The Unexpected Usefulness of a Midlife Crisis

A midlife crisis is usually treated as a joke.
The cliché involves an aging man, a sports car, and a vague attempt to outrun time.
In my case it turned out to be something quite different, and unexpectedly productive.

When people talk about men going through a midlife crisis, the tone is often faintly mocking. We picture older men, too fat and too bald to look good in a Porsche, and we laugh about it.

In reality, a midlife crisis can be remarkably productive, especially in photography. Many serious photographers spent decades experimenting before finding their central theme in their fifties or even later. Ansel Adams and Henri Cartier-Bresson are only two examples among many who became highly productive and focused in their fifties.

At its core, a midlife crisis grows out of the awareness that life is not everlasting. We all know this from the beginning, but when we are young it feels distant enough to ignore. None of us knows when we will die, yet as we grow older we attend more funerals of our peers, and the question of what our legacy might be becomes harder to avoid.

The Birthday Party for Strangers

For me, it began around the age of fifty. I remember organizing my fiftieth birthday party and wanting it to be completely different from all the parties that had come before. That decision had much to do with the realization that turning fifty was certainly not the end of my life, even if the emotional undertone sometimes suggested otherwise.

I felt somewhat depressed as well, and that led me to make an unusual choice. I did not invite any of the friends who had attended my many previous birthday celebrations. Instead, I pinned a note on the wall of the nearest bar, inviting anyone who had never met me to come for a drink at my place.

I did not expect many people. The bar was around the corner from my home in Amsterdam and was mostly visited by tourists. As it turned out, those were exactly the people who showed up, delighted to discover a place where drinks were served for free.

It was a completely new experience. At one point a Welshman was singing songs in a language I could not understand. There were people from African countries I had barely heard of. The atmosphere was cheerful and generously lubricated with alcohol.

At the beginning of the evening, very few people knew that I was the one celebrating my fiftieth birthday. As the party progressed, however, many guests began asking who I was and what my role in the event might be. They must have suspected that the man constantly opening new bottles of wine, beer and vodka was also the man whose birthday it was.

Soon the obvious questions followed. Where are you from? What do you do for a living?

The first question was easy. The second was much harder.

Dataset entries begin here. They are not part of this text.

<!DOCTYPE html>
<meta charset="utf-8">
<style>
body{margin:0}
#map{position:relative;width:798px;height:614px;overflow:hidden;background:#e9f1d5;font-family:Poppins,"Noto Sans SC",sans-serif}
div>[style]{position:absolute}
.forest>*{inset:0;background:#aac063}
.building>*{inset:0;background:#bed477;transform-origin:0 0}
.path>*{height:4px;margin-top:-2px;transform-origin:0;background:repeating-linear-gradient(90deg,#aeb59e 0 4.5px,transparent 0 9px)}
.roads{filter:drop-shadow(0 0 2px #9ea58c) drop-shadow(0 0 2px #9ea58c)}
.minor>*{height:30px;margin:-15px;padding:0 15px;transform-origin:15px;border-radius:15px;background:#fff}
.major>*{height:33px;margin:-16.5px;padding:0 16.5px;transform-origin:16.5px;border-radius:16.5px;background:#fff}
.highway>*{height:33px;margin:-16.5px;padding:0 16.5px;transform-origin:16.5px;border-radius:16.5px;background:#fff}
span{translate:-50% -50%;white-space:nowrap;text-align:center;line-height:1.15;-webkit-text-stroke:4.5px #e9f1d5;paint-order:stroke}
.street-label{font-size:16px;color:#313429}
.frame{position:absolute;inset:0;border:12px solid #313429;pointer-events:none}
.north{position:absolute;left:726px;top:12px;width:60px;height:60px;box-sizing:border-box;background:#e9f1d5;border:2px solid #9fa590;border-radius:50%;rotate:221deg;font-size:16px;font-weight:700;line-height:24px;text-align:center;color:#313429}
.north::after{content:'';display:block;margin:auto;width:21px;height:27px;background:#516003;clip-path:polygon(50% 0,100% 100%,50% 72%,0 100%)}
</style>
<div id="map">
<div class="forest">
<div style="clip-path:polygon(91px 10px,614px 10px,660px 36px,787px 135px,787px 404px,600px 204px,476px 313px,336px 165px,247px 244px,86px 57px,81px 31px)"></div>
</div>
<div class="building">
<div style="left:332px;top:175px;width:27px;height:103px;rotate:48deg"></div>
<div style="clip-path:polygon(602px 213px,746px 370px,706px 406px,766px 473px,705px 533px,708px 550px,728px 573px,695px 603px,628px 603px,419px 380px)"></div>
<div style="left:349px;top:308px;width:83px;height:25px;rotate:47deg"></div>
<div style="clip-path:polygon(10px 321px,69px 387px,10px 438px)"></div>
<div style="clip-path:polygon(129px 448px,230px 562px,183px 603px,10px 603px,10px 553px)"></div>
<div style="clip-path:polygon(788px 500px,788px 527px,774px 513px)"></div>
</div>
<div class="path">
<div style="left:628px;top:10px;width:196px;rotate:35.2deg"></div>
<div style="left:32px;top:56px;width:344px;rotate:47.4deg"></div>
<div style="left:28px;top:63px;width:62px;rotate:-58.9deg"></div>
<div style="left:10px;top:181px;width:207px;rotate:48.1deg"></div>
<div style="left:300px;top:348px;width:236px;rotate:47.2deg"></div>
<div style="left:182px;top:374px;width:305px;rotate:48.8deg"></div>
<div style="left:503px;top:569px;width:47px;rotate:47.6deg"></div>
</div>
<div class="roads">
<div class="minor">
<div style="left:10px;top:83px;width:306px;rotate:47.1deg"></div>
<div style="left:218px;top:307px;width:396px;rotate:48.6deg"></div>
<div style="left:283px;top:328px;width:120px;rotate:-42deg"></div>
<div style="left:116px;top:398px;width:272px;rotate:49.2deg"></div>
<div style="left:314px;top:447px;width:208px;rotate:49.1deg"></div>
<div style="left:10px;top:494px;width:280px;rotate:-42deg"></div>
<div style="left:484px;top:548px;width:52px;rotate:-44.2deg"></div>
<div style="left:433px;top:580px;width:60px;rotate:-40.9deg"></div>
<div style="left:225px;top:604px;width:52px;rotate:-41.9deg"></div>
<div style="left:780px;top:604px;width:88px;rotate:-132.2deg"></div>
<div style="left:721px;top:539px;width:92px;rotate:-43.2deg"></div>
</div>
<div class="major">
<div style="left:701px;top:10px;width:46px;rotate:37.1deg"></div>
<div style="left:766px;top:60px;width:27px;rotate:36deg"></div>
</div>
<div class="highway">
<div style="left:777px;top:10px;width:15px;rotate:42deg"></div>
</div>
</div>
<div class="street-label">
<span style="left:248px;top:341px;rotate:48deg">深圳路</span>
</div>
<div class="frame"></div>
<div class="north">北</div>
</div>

At that time I was not doing much that could be called a conventional profession. I ran a virtual museum of erotic art on the internet, and the last company I had worked for had recently gone bankrupt. So I began telling people about the many jobs I had held: photographer, magazine editor, illustrator, designer and, to top it off, a published author.

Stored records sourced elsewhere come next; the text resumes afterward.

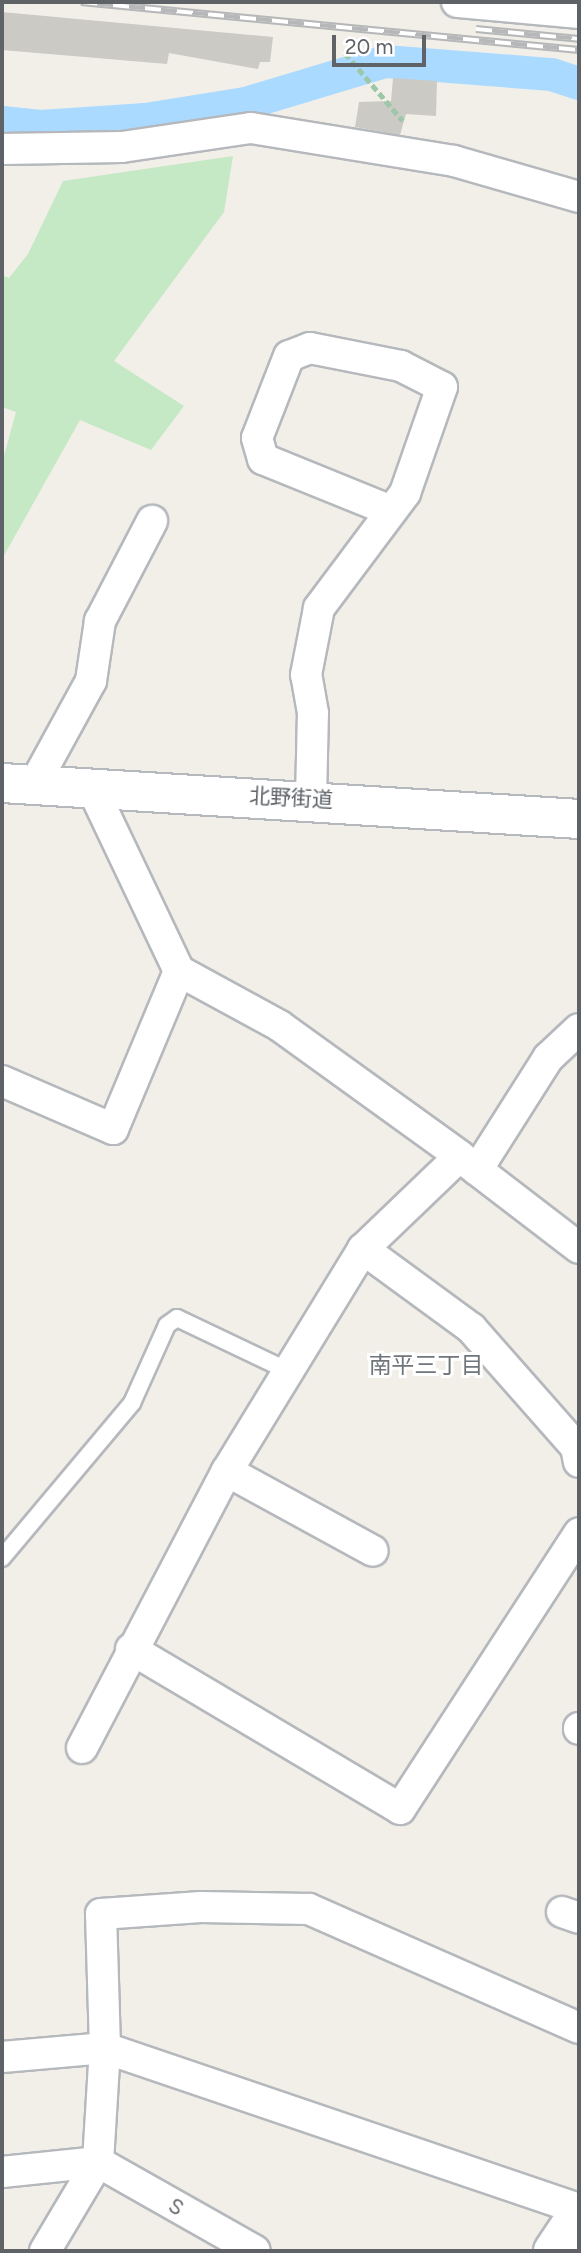 <!DOCTYPE html>
<meta charset="utf-8">
<style>
body{margin:0}
#map{position:relative;width:581px;height:2253px;overflow:hidden;background:#f1efe8;font-family:Figtree,"Noto Sans JP",sans-serif}
div>[style]{position:absolute}
[style*='--x']{left:calc(var(--x)*1px);top:calc(var(--y)*1px);width:calc(var(--w)*1px);rotate:calc(var(--a)*1deg)}
.green>*{inset:0;background:#c5e8c5}
.canal>*{height:33px;margin:-16.5px;padding:0 16.5px;transform-origin:16.5px;border-radius:16.5px;background:#aadaff}
.building>*{inset:0;background:#cccac5}
.path>*{height:4.5px;margin-top:-2.25px;transform-origin:0;background:repeating-linear-gradient(90deg,#9cc7a9 0 7px,transparent 0 10.5px)}
.roads{filter:drop-shadow(2px 0 #b5b8bc) drop-shadow(-2px 0 #b5b8bc) drop-shadow(0 2px #b5b8bc) drop-shadow(0 -2px #b5b8bc)}
.service>*{height:16px;margin:-8px;padding:0 8px;transform-origin:8px;border-radius:8px;background:#fff}
.minor>*{height:30px;margin:-15px;padding:0 15px;transform-origin:15px;border-radius:15px;background:#fff}
.tertiary>*{height:38px;margin:-19px;padding:0 19px;transform-origin:19px;border-radius:19px;background:#fff}
.secondary>*{height:38px;margin:-19px;padding:0 19px;transform-origin:19px;border-radius:19px;background:#fff}
.rail>*{height:8px;margin-top:-4px;transform-origin:0;background:repeating-linear-gradient(90deg,#fff 0 16px,#b6b7b8 0 32px);box-sizing:border-box;border-block:2px solid #b6b7b8}
span{translate:-50% -50%;white-space:nowrap;text-align:center;line-height:1.15;-webkit-text-stroke:6px #fff;paint-order:stroke}
.street-label{font-size:21px;color:#5f6368}
.neighbourhood-label{font-size:23px;color:#70757a}
.frame{position:absolute;inset:0;border:4px solid #5f6368;pointer-events:none}
.scale{position:absolute;left:332px;top:35px;width:94px;height:32px;box-sizing:border-box;border:4px solid #5f6368;border-top:0;padding-left:9px;font-size:21px;line-height:24px;white-space:nowrap;color:#5f6368;-webkit-text-stroke:5px #fff;paint-order:stroke}
</style>
<div id="map">
<div class="green">
<i style="clip-path:polygon(233px 156px,224px 212px,114px 361px,184px 406px,151px 450px,80px 420px,2px 559px,2px 463px,16px 412px,2px 407px,2px 275px,9px 278px,28px 254px,63px 181px)"></i>
</div>
<div class="canal">
<i style="--x:2;--y:122;--w:38;--a:6"></i>
<i style="--x:40;--y:126;--w:105;--a:-3.8"></i>
<i style="--x:145;--y:119;--w:101;--a:-9.1"></i>
<i style="--x:245;--y:103;--w:146;--a:-16.7"></i>
<i style="--x:385;--y:61;--w:167;--a:4.5"></i>
<i style="--x:551;--y:74;--w:29;--a:18"></i>
</div>
<div class="building">
<i style="clip-path:polygon(2px 12px,273px 37px,270px 62px,260px 62px,258px 69px,169px 53px,167px 64px,2px 50px)"></i>
<i style="clip-path:polygon(393px 78px,437px 81px,436px 116px,406px 114px,400px 135px,355px 127px,359px 102px,391px 101px)"></i>
</div>
<div class="path">
<i style="--x:345;--y:53;--w:89;--a:49.5"></i>
</div>
<div class="roads">
<div class="service">
<i style="--x:2;--y:1558;--w:202;--a:-50"></i>
<i style="--x:132;--y:1403;--w:85;--a:-65.8"></i>
<i style="--x:167;--y:1325;--w:12;--a:-35"></i>
<i style="--x:177;--y:1318;--w:121;--a:25.5"></i>
</div>
<div class="minor">
<i style="--x:457;--y:2;--w:122;--a:5.2"></i>
<i style="--x:2;--y:149;--w:120;--a:-1"></i>
<i style="--x:122;--y:147;--w:130;--a:-8.4"></i>
<i style="--x:251;--y:128;--w:206;--a:9.2"></i>
<i style="--x:454;--y:161;--w:130;--a:16.1"></i>
<i style="--x:34;--y:785;--w:119;--a:-61.3"></i>
<i style="--x:91;--y:681;--w:61;--a:-81.5"></i>
<i style="--x:100;--y:621;--w:113;--a:-62.5"></i>
<i style="--x:311;--y:799;--w:86;--a:-88.7"></i>
<i style="--x:313;--y:713;--w:39;--a:-100"></i>
<i style="--x:306;--y:675;--w:68;--a:-79"></i>
<i style="--x:319;--y:608;--w:144;--a:-53.2"></i>
<i style="--x:405;--y:493;--w:112;--a:-70.8"></i>
<i style="--x:442;--y:387;--w:46;--a:-152.9"></i>
<i style="--x:401;--y:366;--w:93;--a:-168.8"></i>
<i style="--x:310;--y:348;--w:22;--a:159"></i>
<i style="--x:289;--y:356;--w:88;--a:111.3"></i>
<i style="--x:257;--y:438;--w:22;--a:74"></i>
<i style="--x:263;--y:459;--w:138;--a:22.1"></i>
<i style="--x:2;--y:1081;--w:121;--a:23.4"></i>
<i style="--x:113;--y:1129;--w:171;--a:-67.3"></i>
<i style="--x:179;--y:971;--w:203;--a:-115.4"></i>
<i style="--x:463;--y:1159;--w:146;--a:37.5"></i>
<i style="--x:477;--y:1170;--w:133;--a:-57.6"></i>
<i style="--x:548;--y:1058;--w:42;--a:-43.1"></i>
<i style="--x:363;--y:1249;--w:134;--a:36.2"></i>
<i style="--x:471;--y:1328;--w:159;--a:48.6"></i>
<i style="--x:576;--y:1447;--w:15;--a:79"></i>
<i style="--x:227;--y:1471;--w:166;--a:28.7"></i>
<i style="--x:131;--y:1649;--w:313;--a:30.7"></i>
<i style="--x:400;--y:1809;--w:329;--a:-57"></i>
<i style="--x:579;--y:1729;--w:1;--a:-90"></i>
<i style="--x:82;--y:1748;--w:313;--a:-62.4"></i>
<i style="--x:227;--y:1471;--w:260;--a:-58.5"></i>
<i style="--x:363;--y:1249;--w:134;--a:-43.8"></i>
<i style="--x:460;--y:1156;--w:222;--a:-144.2"></i>
<i style="--x:280;--y:1026;--w:115;--a:-151.4"></i>
<i style="--x:562;--y:1912;--w:18;--a:19"></i>
<i style="--x:2;--y:2057;--w:103;--a:-5"></i>
<i style="--x:105;--y:2048;--w:501;--a:18.76"></i>
<i style="--x:98;--y:2162;--w:180;--a:29.5"></i>
<i style="--x:2;--y:2172;--w:97;--a:-5.9"></i>
<i style="--x:45;--y:2251;--w:104;--a:-59.2"></i>
<i style="--x:98;--y:2162;--w:114;--a:-86.5"></i>
<i style="--x:105;--y:2048;--w:134;--a:-91.7"></i>
<i style="--x:101;--y:1914;--w:100;--a:-4"></i>
<i style="--x:201;--y:1907;--w:108;--a:1.1"></i>
<i style="--x:309;--y:1909;--w:295;--a:23.8"></i>
</div>
<div class="tertiary">
<i style="--x:553;--y:2251;--w:47;--a:-56.3"></i>
</div>
<div class="secondary">
<i style="--x:2;--y:783;--w:578;--a:3.57"></i>
</div>
</div>
<div class="rail">
<i style="--x:81;--y:2;--w:500;--a:5.51"></i>
<i style="--x:476;--y:29;--w:103;--a:5.5"></i>
</div>
<div class="street-label">
<span style="left:291px;top:798px;rotate:3deg">北野街道</span>
<span style="left:176px;top:2207px;rotate:30deg">S</span>
</div>
<div class="neighbourhood-label">
<span style="left:426px;top:1365px">南平三丁目</span>
</div>
<div class="frame"></div>
<div class="scale">20 m</div>
</div>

That is a long answer to repeat to every visitor, and I have always disliked telling the same story again and again. As the evening progressed and everyone became more inebriated, I started looking for a single thread running through my career.

Eventually I realized that nearly every project I had ever worked on was connected, directly or indirectly, to eroticism.

In the end I discovered the shortest possible answer. Whenever a new guest asked what I did, I simply told them that I was a dirty old man.

The effect was immediate. The remark rarely invited follow-up questions. People laughed, tapped me on the shoulder, toasted to my health, and moved on.

Looking for a Thread

In the weeks that followed, I began looking at my career from a different perspective. It was not so much a retrospective view. Instead, I found myself looking forward in a way that had been unfamiliar to me before.

I decided to combine my interests in psychology, photography and sexuality by starting a project that would document different forms of sexuality through photographic portraits.

I never felt comfortable photographing sexual acts themselves. As a portrait photographer by nature, that was difficult for me. When people asked why, I would jokingly reply that I simply had trouble photographing moving subjects. I liked to add that I might have become a great sports or press photographer if I had ever learned how to photograph movement properly.

Of course, the truth was more complicated than that.

I had never fully understood my own complex sexuality, and because of this I had never managed to sustain a relationship that lasted longer than ten years.

Today it is widely recognized that bisexual people like myself often face additional challenges when trying to build stable relationships. Yet my sexuality was not my greatest difficulty. I also struggled with intimacy, and somehow I convinced myself that the project I was about to begin might help me find answers.

Now, at seventy, I cannot say that the project ever gave me the answers I was looking for, but somewhere along the way a great deal of the pressure quietly disappeared.